# Data below
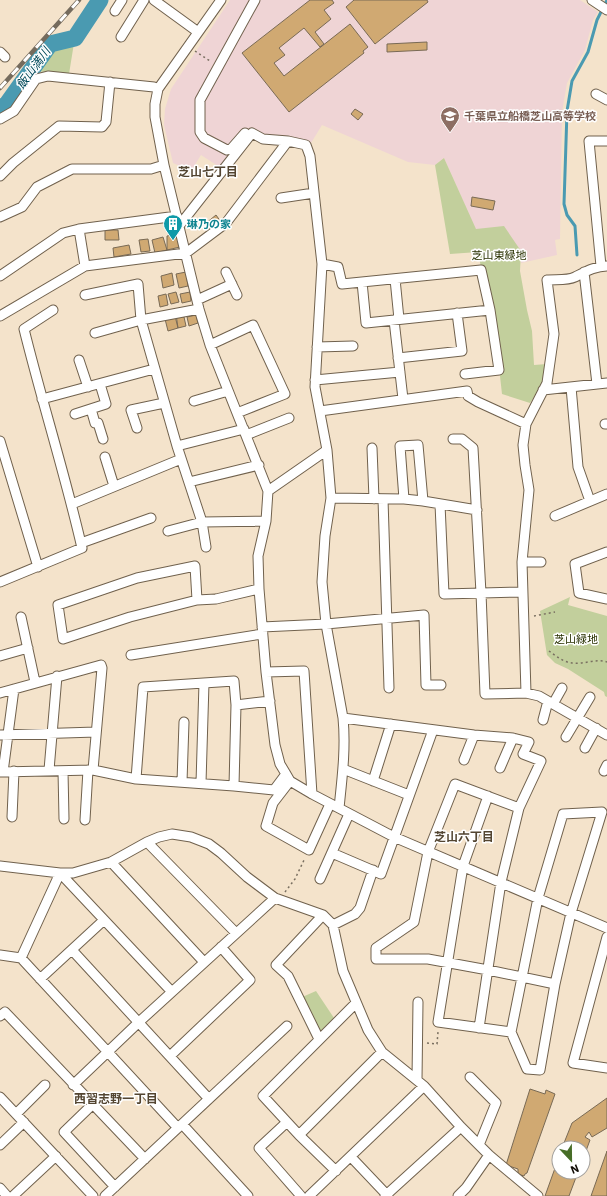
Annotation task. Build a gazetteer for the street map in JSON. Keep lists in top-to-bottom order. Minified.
{"districts":["芝山七丁目","芝山六丁目","西習志野一丁目"],"water":["飯山満川"],"parks":["芝山東緑地","芝山緑地"],"places":{"school or university":["千葉県立船橋芝山高等学校"],"building":["琳乃の家"]},"north":"bottom"}
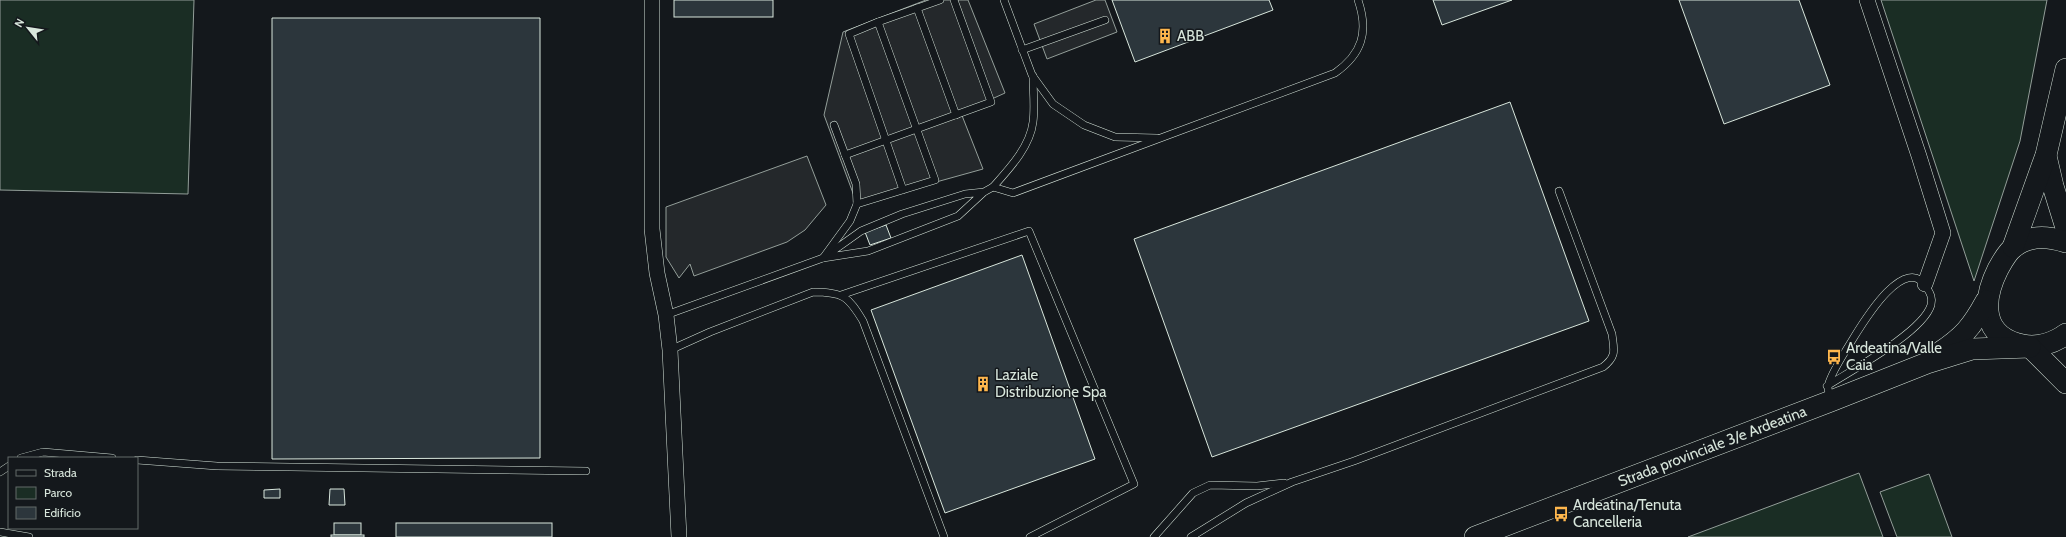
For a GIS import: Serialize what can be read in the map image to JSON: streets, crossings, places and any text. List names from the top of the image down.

# What the task asks
Every line of the listing should be copied precisely, with images omitted.

# Answer for the task
Annotation task. Build a gazetteer for the street map in JSON. Keep lists in top-to-bottom order. Minified.
{"districts":["芝山七丁目","芝山六丁目","西習志野一丁目"],"water":["飯山満川"],"parks":["芝山東緑地","芝山緑地"],"places":{"school or university":["千葉県立船橋芝山高等学校"],"building":["琳乃の家"]},"north":"bottom"}
For a GIS import: Serialize what can be read in the map image to JSON: streets, crossings, places and any text. List names from the top of the image down.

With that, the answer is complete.